Kerouac admits his allegiance explicitly. "I'm for the mad ones..." But he too was athletic enough to escape them if he had to. He was also addicted to books and learning too. He read Proust. He had a way of framing his conversations with the world. (MacGowan reads Yeats' "An Irish Airman Forsees His Death." There is a tie between song and writing, Joyce being a fine tenor.)
When I left Amherst, I went to work in a place that served up forms of country music along with Ann Cashion's Tex-Mex. Songs about life, real life, unvarnished, about behaving badly, the whole gamut really.
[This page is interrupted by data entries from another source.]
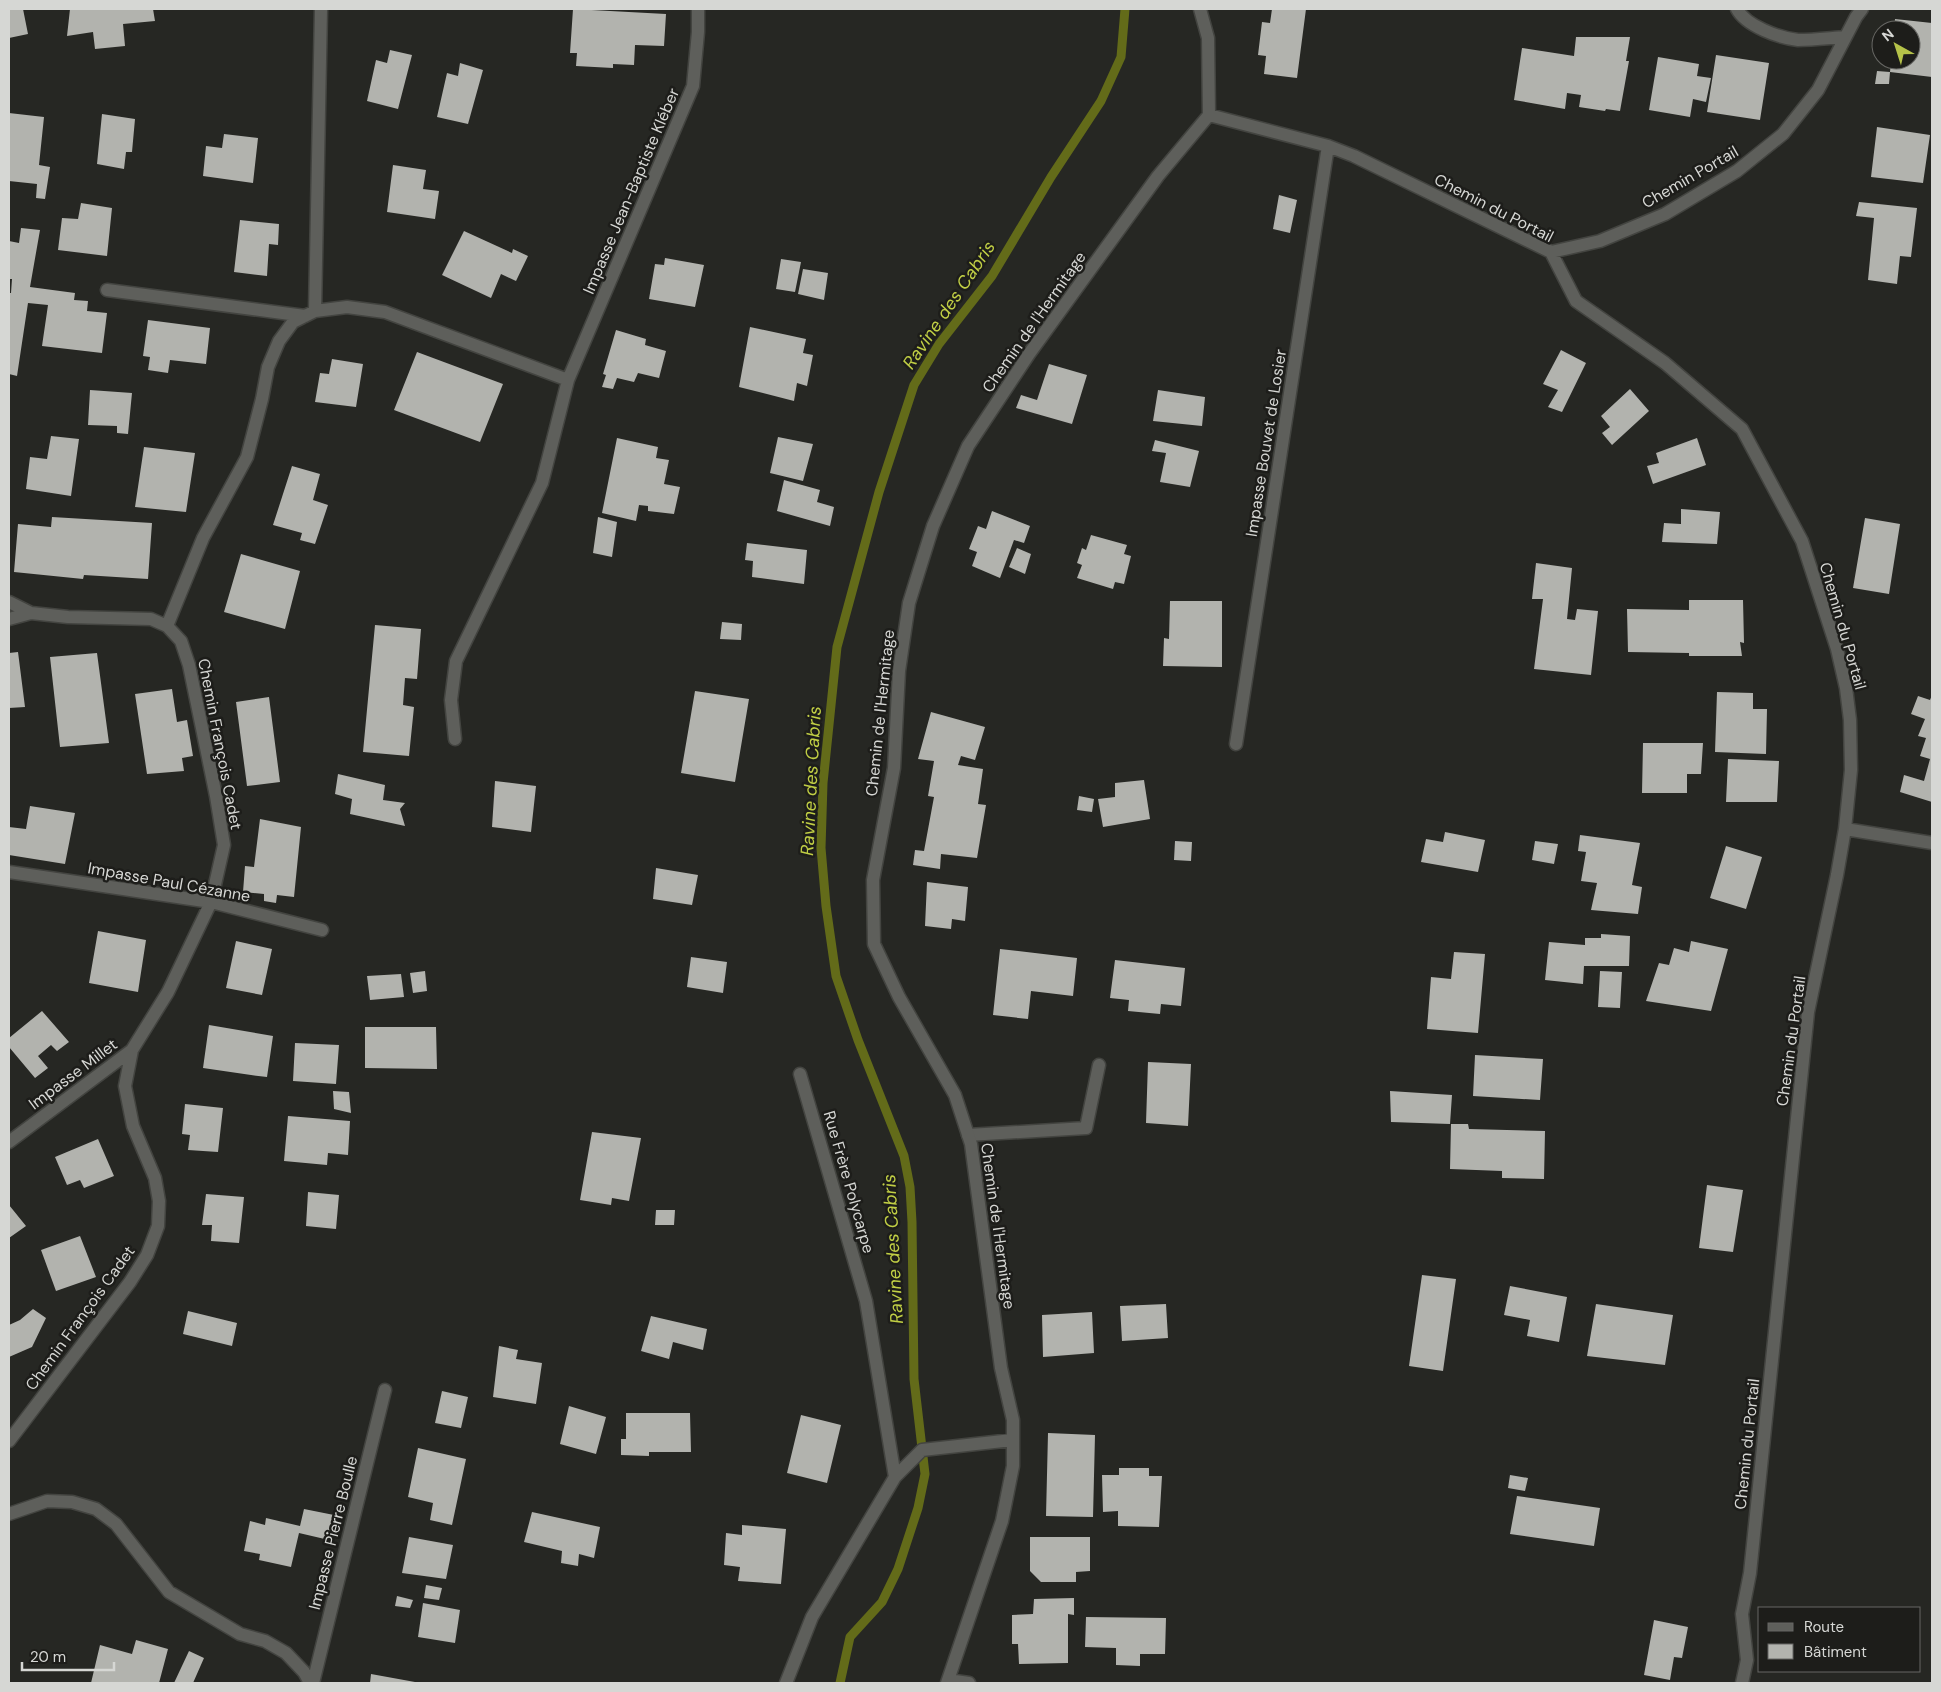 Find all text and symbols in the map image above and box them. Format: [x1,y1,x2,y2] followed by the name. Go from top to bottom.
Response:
[1871,20,1921,70] north arrow
[1878,25,1897,45] text: N
[578,85,684,297] street label: Impasse Jean-Baptiste Kléber
[1638,141,1742,213] street label: Chemin Portail
[1431,169,1557,247] street label: Chemin du Portail
[897,236,1001,374] water label: Ravine des Cabris
[977,247,1091,397] street label: Chemin de l'Hermitage
[1241,348,1291,538] street label: Impasse Bouvet de Losier
[1815,560,1871,692] street label: Chemin du Portail
[861,629,899,797] street label: Chemin de l'Hermitage
[193,657,247,831] street label: Chemin François Cadet
[795,706,827,856] water label: Ravine des Cabris
[86,857,252,907] street label: Impasse Paul Cézanne
[1771,974,1811,1108] street label: Chemin du Portail
[24,1034,122,1114] street label: Impasse Millet
[819,1108,879,1256] street label: Rue Frère Polycarpe
[976,1142,1020,1310] street label: Chemin de l'Hermitage
[877,1174,909,1324] water label: Ravine des Cabris
[20,1242,140,1394] street label: Chemin François Cadet
[1730,1378,1764,1510] street label: Chemin du Portail
[304,1454,362,1612] street label: Impasse Pierre Boulle
[1758,1607,1921,1672] legend
[1804,1617,1844,1637] text: Route
[22,1640,115,1672] scale bar
[1804,1642,1867,1662] text: Bâtiment
[30,1647,66,1667] text: 20 m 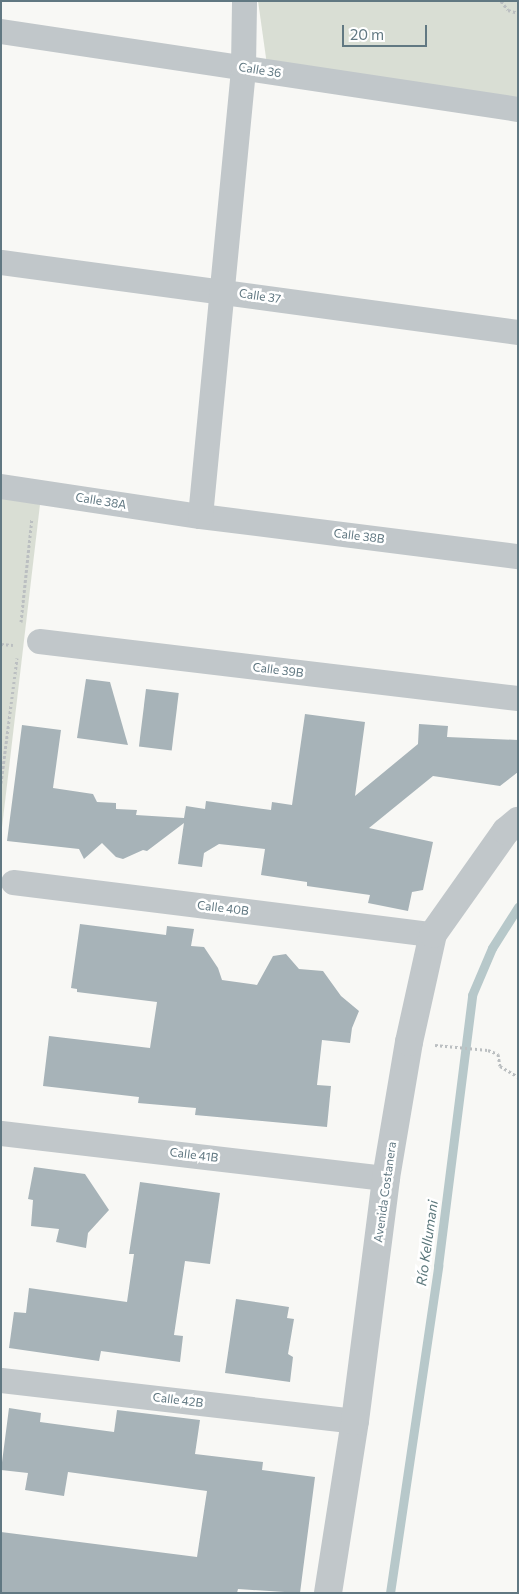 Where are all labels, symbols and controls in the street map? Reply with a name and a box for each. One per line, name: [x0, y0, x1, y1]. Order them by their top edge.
scale bar: [344, 15, 429, 47]
text: 20 m: [350, 25, 384, 43]
street label: Calle 36: [237, 59, 283, 81]
street label: Calle 37: [238, 286, 282, 306]
street label: Calle 38A: [75, 490, 127, 512]
street label: Calle 38B: [333, 526, 385, 546]
street label: Calle 39B: [252, 660, 304, 680]
street label: Calle 40B: [196, 898, 250, 918]
street label: Avenida Costanera: [371, 1141, 399, 1243]
street label: Calle 41B: [169, 1145, 219, 1165]
water label: Río Kellumani: [413, 1199, 441, 1287]
street label: Calle 42B: [152, 1390, 204, 1410] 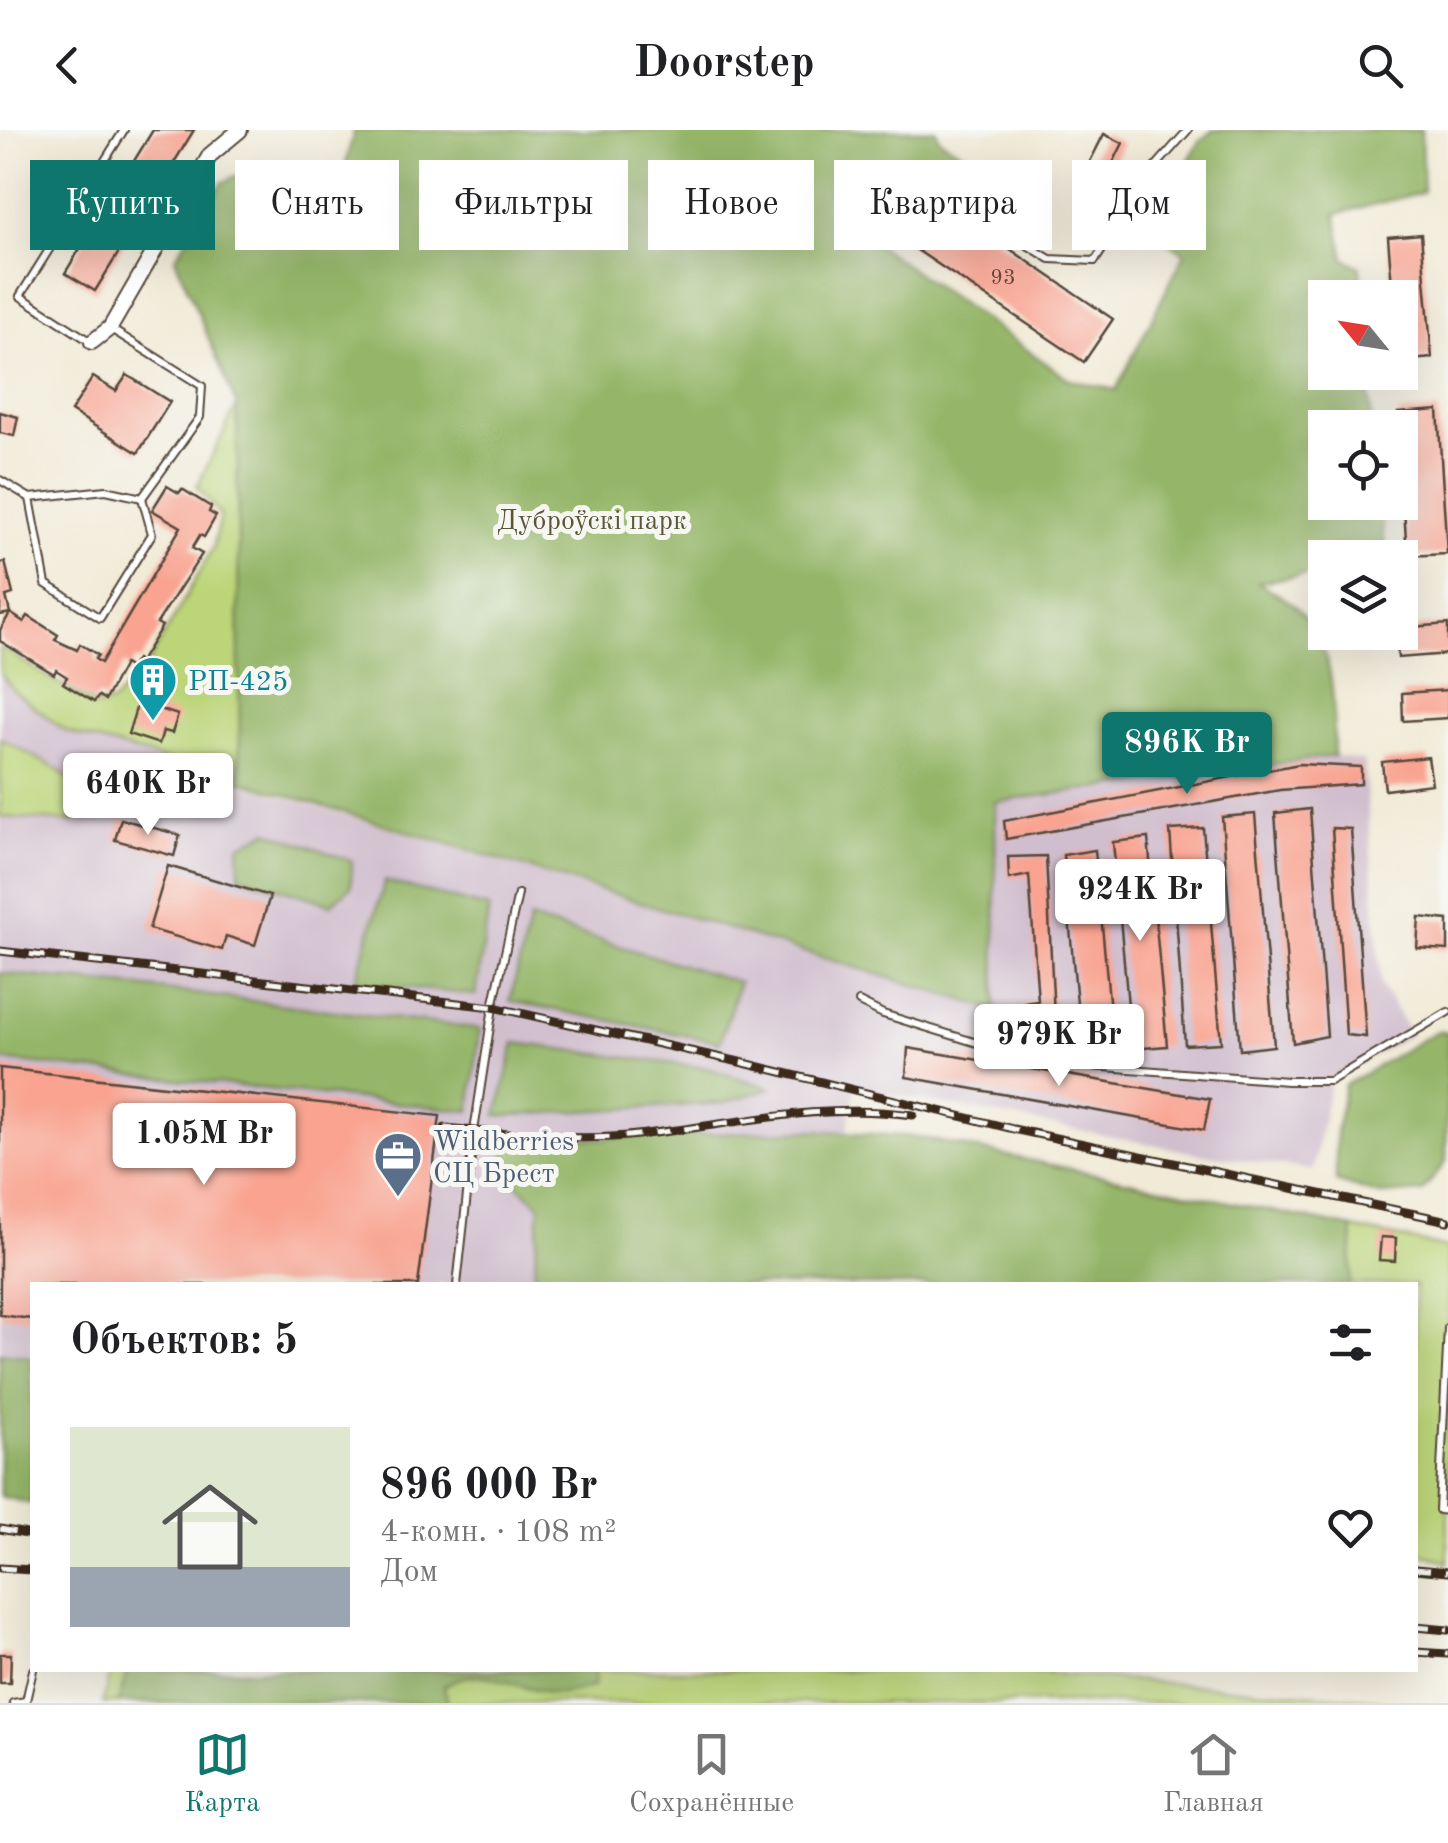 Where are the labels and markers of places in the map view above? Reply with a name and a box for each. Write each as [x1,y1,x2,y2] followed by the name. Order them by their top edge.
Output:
[127,654,179,722] building icon: РП-425
[188,669,288,697] place label: РП-425
[1095,712,1279,797] pin: 896K Br
[56,753,240,838] pin: 640K Br
[1048,859,1232,944] pin: 924K Br
[967,1004,1151,1089] pin: 979K Br
[101,1103,307,1188] pin: 1.05M Br
[433,1129,574,1189] place label: Wildberries СЦ Брест
[372,1130,424,1198] office icon: Wildberries СЦ Брест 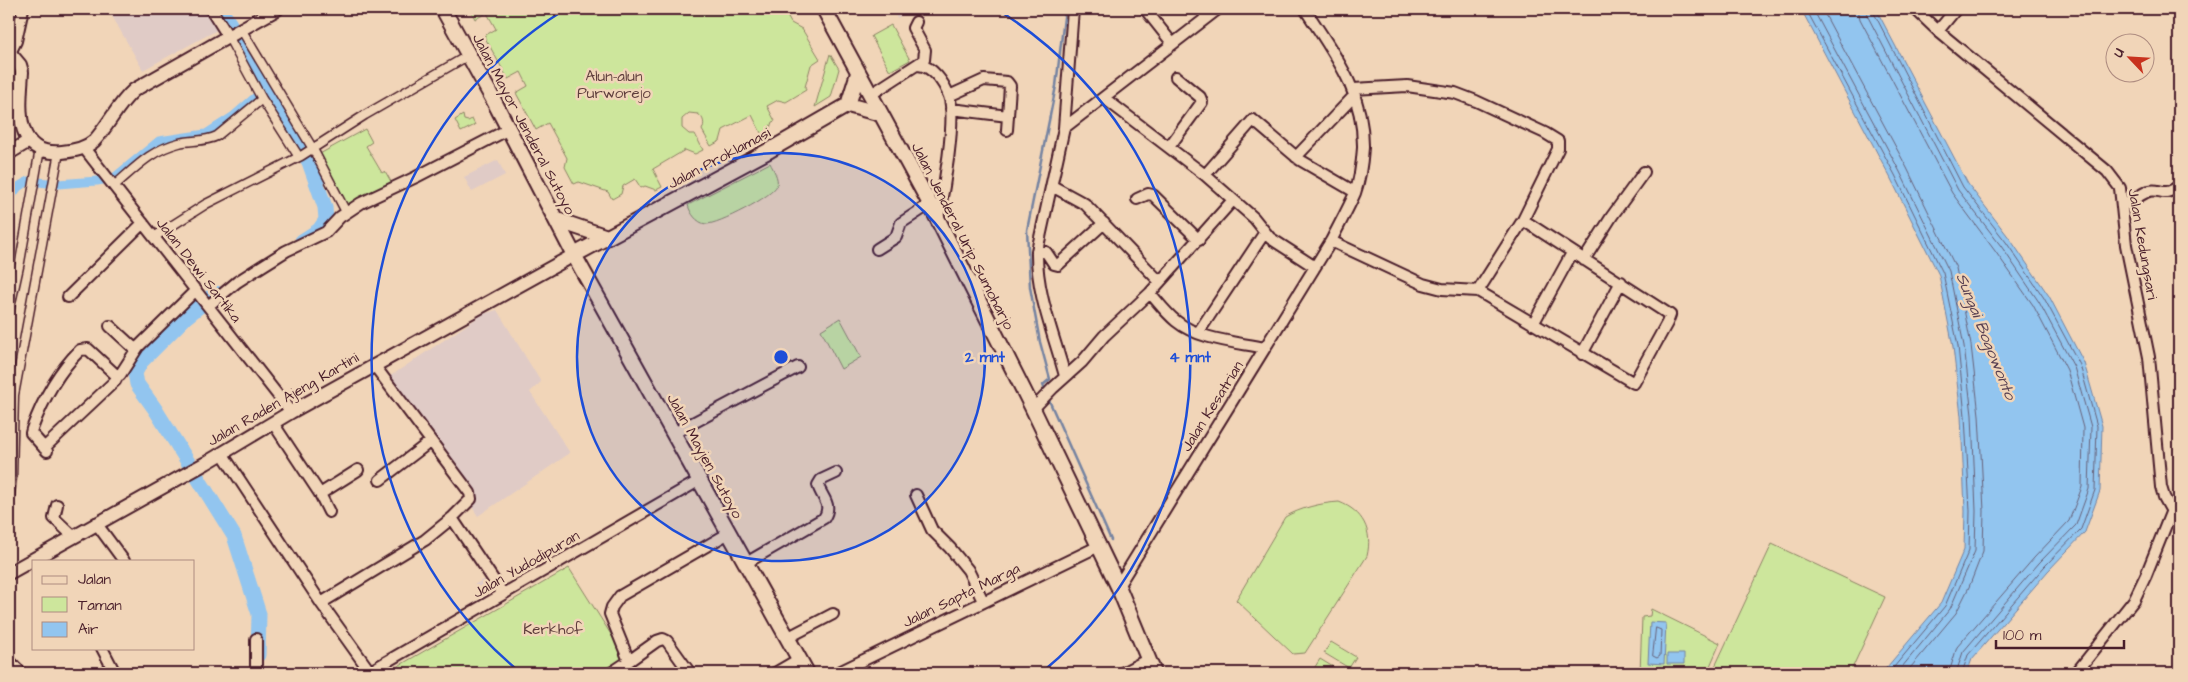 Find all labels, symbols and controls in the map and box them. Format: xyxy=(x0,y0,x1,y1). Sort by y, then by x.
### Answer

Lyle Lovett, Dwight Yoakum, Robert Earl Keen, Townes Van Zandt, Hank Williams, Marty Robbins, Wallon & Willy, Johnny Cash, mixed in with contemporary stuff like 10,000 Maniacs and REM. My deep gratitude to Mr. Robert Wilder, all round great guy, for letting me in on being a part of a place called Austin Grill, the original one, up there on Wisconsin Avenue. (I was bussing tables, and they were doing my singing for me. Lazy as that is.)
To me, this aesthetic, if you will, is one of populism. I'd like to think it goes back to the building of Amherst College, when the local farmers chipped in, lent their backs to clearing out a hill top to build with brick and mortar a college. Oh, there were fancy guys back then too, no doubt, the bankers and the lawyers, Webster and Dickinson, along with names forgotten of farm-boys grown up who still liked to read. It was a joint venture, a community of high and low, would be one person's guess, maybe a sentimental one. I've always thought a populist touch, even though it might not bring a lot of gold reserves in, had something to do with it. (JFK's last speech, there, concerning Robert Frost, about an artist, whomever he was, having the task of following his vision, one of questioning power, even if that pursuit is disinterested, maybe especially because it is disinterested, has a populist ring to it.)
By which I mean, in contrast to an attitude of I know better, I am superior, I will show you disorganized slobs how to better manage your lives, the commercial selling of a whole life-cut out for us in neat patterns. That's creativity of another sort, often involved with creating wealth for wealth's sake, no? A house of tight perfection--no thank you. (I'll live my own way, see the light on my own, thank you.)
Some of us, I gather, just aren't cut out for a lucrative lot in life.
Lear asked for a show from his daughters, each to put on an act of how they loved him. Shakespeare rebelled against having to make such behavior, for he had that within which passeth show, a natural organic vision that let him, through his own basic instincts, understand everyone.